One of these approaches is based on the absolute values of the standard residuals from the regression of d N in the comparison of one duplicate gene with the reference sequence against d N in the comparison of the other duplicate gene with the reference sequence. Partial correlation analysis showed that the absolute value of the standard residuals from this regression was significantly correlated with the chi-square statistic in Tajima’s (1993) test, independent of the effect of sequence length (Table 3). An additional approach was based on the standard residuals from the regression of d N vs. d S between the two duplicated genes. Interestingly, five gene pairs were identified by both of these methods (Tables 2 and 4). These gene pairs seem the best candidates in our data set for functional diverged duplicate gene pairs.

Computation of d S and d N over the entire coding region of a gene can rarely provide a meaningful test of the hypothesis of positive Darwinian selection, because such selection typically acts only on a limited region involved in the function that is under selection (Hughes 1999a). In the present data set, only two gene pairs showed a significantly greater value of d N than d S for the entire gene by the commonly used z-test However, in both of these cases, no synonymous substitutions were observed, and d N was quite low. These cases may represent positive selection that occurred soon after gene duplication. On the other hand, the difference between d N than d S may be due to stochastic error. Additional information on the structure of the proteins encoded by these gene will be needed to definitively rule out the latter possibility.

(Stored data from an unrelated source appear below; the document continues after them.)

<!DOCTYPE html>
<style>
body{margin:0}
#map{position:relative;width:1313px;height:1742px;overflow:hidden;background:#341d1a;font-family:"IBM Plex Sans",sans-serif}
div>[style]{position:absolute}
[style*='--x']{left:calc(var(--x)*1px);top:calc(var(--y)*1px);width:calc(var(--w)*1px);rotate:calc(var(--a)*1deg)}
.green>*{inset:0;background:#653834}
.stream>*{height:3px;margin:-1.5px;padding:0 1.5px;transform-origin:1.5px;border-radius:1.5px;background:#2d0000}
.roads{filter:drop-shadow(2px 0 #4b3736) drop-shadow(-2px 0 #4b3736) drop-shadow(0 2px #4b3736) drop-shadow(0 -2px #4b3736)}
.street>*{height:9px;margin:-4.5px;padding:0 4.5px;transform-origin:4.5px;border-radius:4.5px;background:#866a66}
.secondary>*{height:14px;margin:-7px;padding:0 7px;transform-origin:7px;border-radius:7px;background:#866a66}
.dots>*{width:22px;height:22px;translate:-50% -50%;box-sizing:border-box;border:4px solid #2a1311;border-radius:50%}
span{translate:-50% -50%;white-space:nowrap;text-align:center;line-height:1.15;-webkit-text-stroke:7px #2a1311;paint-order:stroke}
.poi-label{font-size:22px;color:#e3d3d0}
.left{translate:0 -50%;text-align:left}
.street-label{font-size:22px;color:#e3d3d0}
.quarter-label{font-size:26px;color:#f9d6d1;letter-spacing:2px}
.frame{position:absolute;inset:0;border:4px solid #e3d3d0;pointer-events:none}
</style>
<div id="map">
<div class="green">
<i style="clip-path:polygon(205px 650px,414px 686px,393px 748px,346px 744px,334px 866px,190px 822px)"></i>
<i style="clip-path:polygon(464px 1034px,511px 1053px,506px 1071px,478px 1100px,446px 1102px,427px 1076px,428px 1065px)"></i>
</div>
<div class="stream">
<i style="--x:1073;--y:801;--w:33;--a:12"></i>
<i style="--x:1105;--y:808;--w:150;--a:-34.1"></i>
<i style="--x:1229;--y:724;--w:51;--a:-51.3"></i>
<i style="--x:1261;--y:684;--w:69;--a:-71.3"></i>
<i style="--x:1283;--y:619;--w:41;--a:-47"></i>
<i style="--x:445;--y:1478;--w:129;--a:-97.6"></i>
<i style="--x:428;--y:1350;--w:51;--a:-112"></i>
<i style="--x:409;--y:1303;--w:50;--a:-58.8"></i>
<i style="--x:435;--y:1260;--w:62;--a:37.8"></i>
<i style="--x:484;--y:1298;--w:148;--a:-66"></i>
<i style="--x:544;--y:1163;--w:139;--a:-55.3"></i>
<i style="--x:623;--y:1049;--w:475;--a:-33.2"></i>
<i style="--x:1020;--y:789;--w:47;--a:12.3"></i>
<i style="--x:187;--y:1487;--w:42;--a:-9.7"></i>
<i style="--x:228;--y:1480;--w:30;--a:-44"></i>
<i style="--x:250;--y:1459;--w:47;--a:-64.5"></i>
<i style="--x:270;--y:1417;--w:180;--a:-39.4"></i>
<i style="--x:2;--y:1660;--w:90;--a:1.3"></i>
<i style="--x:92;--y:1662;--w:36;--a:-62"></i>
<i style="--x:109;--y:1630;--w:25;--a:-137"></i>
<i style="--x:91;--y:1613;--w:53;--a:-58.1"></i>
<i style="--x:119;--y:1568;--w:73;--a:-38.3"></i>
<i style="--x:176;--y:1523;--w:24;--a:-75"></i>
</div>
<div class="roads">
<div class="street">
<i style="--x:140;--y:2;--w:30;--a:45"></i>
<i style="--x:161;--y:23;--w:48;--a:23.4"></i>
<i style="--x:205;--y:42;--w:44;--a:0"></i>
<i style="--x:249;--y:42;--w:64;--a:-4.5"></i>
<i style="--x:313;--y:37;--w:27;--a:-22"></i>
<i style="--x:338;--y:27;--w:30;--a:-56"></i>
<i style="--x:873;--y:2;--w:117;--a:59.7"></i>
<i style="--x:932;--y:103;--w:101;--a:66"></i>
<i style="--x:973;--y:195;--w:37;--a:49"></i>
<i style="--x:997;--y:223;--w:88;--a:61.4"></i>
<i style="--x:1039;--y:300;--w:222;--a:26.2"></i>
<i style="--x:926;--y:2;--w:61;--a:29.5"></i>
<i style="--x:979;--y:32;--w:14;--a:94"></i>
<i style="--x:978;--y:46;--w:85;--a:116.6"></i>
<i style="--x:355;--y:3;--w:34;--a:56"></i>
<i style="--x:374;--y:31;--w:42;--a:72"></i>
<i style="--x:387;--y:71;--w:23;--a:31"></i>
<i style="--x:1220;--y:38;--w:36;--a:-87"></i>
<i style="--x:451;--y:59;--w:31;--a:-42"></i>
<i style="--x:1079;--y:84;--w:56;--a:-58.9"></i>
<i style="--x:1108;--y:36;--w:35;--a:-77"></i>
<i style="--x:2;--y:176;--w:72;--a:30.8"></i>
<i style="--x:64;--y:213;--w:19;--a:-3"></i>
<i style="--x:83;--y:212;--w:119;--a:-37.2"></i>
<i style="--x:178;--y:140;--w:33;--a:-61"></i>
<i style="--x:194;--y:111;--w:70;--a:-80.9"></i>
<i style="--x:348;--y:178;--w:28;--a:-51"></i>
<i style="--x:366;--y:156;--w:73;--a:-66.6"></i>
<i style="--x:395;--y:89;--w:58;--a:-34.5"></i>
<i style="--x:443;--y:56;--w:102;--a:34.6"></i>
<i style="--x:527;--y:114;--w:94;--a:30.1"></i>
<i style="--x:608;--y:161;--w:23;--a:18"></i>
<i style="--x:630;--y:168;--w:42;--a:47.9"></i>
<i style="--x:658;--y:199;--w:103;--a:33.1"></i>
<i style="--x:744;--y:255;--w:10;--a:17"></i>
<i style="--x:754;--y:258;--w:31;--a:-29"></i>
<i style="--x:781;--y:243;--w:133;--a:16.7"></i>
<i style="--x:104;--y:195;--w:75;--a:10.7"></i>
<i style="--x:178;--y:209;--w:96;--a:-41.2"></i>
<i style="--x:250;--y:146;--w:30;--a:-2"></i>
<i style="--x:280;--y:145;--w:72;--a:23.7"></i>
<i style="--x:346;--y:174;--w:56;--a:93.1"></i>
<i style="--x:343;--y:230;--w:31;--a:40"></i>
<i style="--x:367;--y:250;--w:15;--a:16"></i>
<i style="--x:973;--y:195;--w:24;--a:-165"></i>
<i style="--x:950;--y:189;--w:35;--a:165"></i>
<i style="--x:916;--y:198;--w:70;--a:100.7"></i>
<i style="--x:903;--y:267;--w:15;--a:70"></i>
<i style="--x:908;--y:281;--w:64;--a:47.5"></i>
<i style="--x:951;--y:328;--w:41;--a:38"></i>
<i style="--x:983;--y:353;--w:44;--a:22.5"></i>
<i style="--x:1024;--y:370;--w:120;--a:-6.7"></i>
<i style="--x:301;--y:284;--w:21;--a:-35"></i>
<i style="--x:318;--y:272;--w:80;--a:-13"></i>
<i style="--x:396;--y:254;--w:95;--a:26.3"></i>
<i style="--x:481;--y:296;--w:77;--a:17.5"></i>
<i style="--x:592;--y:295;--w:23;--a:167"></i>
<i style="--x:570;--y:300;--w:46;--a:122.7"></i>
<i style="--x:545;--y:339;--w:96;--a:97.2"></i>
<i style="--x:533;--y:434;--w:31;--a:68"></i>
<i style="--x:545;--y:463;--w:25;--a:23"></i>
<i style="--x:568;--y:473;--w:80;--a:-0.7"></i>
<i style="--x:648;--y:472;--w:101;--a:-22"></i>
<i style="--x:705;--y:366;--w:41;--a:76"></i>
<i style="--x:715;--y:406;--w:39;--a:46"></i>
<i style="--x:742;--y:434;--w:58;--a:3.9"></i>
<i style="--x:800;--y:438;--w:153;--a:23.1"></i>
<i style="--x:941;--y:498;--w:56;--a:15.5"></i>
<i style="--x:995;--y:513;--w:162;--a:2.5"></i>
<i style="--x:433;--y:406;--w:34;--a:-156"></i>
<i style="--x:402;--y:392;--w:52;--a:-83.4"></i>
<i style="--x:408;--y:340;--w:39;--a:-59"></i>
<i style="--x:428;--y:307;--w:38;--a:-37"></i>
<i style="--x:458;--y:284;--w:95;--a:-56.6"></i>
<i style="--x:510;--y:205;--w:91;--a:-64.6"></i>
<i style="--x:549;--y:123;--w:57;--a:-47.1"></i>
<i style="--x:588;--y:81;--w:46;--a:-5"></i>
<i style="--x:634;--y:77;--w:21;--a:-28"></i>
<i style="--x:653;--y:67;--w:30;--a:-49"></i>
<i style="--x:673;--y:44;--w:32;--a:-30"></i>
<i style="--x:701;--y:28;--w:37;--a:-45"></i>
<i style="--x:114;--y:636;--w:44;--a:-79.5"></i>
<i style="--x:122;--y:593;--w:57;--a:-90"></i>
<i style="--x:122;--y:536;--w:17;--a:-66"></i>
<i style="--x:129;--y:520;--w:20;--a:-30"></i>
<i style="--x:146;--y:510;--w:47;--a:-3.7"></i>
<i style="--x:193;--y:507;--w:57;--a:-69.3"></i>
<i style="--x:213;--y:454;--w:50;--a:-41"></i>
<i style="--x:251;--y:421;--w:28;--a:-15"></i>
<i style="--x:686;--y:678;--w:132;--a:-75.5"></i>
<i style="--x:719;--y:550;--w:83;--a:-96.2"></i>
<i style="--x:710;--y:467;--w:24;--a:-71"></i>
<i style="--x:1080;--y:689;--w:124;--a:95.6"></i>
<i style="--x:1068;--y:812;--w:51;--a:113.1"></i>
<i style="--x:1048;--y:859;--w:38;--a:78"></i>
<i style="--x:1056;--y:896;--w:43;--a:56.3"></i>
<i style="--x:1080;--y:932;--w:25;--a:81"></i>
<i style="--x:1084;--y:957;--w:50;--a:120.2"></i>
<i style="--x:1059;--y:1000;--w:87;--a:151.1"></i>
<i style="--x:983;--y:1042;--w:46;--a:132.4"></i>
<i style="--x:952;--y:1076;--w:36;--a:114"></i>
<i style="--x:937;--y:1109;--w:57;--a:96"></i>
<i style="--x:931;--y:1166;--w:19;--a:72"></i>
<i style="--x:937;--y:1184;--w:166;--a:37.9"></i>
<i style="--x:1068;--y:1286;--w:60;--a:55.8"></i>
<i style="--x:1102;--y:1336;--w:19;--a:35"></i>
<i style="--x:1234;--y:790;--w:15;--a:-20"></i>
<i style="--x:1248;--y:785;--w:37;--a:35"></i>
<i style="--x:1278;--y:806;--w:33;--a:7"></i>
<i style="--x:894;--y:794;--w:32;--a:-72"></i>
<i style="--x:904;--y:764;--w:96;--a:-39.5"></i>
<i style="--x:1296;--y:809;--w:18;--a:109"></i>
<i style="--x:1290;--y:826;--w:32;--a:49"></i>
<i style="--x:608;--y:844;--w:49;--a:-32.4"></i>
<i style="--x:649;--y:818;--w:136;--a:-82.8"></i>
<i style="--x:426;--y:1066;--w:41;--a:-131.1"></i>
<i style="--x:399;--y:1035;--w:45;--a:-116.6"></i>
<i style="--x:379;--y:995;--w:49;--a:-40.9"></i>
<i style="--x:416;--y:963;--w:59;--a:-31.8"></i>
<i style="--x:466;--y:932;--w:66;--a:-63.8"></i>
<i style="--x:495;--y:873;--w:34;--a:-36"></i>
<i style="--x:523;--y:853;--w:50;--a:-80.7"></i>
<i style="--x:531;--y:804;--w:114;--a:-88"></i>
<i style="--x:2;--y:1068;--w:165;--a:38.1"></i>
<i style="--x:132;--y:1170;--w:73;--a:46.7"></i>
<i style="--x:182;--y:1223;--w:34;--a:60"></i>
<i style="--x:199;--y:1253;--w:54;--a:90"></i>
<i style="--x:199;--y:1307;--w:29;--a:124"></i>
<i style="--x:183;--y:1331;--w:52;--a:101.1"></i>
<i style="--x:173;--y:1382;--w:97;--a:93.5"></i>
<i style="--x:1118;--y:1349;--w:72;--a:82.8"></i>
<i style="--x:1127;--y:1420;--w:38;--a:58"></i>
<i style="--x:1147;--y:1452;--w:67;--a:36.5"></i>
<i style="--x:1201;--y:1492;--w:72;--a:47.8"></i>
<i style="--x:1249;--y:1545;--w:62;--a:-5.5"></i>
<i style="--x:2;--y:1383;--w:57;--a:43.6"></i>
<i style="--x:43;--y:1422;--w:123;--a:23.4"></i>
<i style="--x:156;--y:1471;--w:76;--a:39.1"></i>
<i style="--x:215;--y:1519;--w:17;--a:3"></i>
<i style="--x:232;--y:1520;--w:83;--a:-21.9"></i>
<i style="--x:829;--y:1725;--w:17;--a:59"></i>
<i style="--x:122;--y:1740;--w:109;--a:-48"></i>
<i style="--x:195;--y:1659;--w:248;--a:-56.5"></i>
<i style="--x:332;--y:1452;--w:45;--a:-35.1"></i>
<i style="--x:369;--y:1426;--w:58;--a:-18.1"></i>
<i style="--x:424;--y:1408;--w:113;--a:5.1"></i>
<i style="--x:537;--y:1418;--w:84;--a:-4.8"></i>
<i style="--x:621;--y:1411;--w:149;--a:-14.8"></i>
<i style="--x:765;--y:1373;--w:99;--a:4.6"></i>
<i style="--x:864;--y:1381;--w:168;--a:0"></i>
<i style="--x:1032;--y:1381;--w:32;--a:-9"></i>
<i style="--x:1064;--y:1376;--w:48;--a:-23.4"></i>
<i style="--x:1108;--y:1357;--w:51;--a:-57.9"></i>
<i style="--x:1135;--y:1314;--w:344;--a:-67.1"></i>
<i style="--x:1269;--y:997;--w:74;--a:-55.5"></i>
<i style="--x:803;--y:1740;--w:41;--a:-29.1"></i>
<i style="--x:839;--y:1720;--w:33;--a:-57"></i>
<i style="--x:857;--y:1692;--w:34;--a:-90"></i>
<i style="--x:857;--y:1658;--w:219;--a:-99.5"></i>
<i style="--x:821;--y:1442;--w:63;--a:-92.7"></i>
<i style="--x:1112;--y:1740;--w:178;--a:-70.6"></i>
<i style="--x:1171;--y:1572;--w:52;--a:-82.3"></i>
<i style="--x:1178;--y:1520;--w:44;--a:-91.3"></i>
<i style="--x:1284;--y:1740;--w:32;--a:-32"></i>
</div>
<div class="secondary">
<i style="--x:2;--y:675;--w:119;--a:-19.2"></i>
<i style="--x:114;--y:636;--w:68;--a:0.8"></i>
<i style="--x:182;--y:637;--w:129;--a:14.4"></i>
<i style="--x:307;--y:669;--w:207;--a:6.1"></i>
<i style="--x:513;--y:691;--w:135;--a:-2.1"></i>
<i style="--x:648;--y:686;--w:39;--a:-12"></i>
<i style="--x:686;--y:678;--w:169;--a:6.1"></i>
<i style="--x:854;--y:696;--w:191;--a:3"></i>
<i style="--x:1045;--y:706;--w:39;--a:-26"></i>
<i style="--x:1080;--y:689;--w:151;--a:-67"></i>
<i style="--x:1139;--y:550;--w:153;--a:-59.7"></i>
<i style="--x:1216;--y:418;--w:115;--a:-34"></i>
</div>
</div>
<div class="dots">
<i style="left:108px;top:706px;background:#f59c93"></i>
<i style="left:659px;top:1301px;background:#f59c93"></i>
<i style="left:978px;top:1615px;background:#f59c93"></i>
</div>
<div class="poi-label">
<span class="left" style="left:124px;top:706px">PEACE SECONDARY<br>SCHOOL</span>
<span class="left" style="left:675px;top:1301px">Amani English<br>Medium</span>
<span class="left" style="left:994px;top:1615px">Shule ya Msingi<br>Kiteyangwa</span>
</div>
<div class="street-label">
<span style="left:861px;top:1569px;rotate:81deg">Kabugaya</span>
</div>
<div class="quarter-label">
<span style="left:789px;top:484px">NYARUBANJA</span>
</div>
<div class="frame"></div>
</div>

Of the 10 cases in which the standard residuals from the regression of d N against d S were unusually large, d N exceeded d S in only 2, and in neither of these cases was the difference significant by the z-test (Table 4). On the other hand, these 10 cases were identified by a method that takes into account the variance in d S and d N over the entire data set. Such cases may actually be at least as plausible candidates for positive selection as the two cases in which d N of exceeded d S significantly by the z-test. In searching for cases of adaptive evolution at the molecular level, it may be preferable to employ a two-step procedure: (1) using regression of d N vs. d S , identify cases with an unusually high d N for a given d S ; (2) using structural information, identify functionally important regions of these molecules and compute d N and d S separately in each region. In the present data set, this approach identified six duplicate gene pairs as good candidates for functional divergence. Detailed structural information was lacking for these six duplicate pairs, but further application of this approach may uncover candidates with known structure and may eventually inspire structural studies on genes whose duplication and functional divergence may have played an important role in the evolution of biological processes.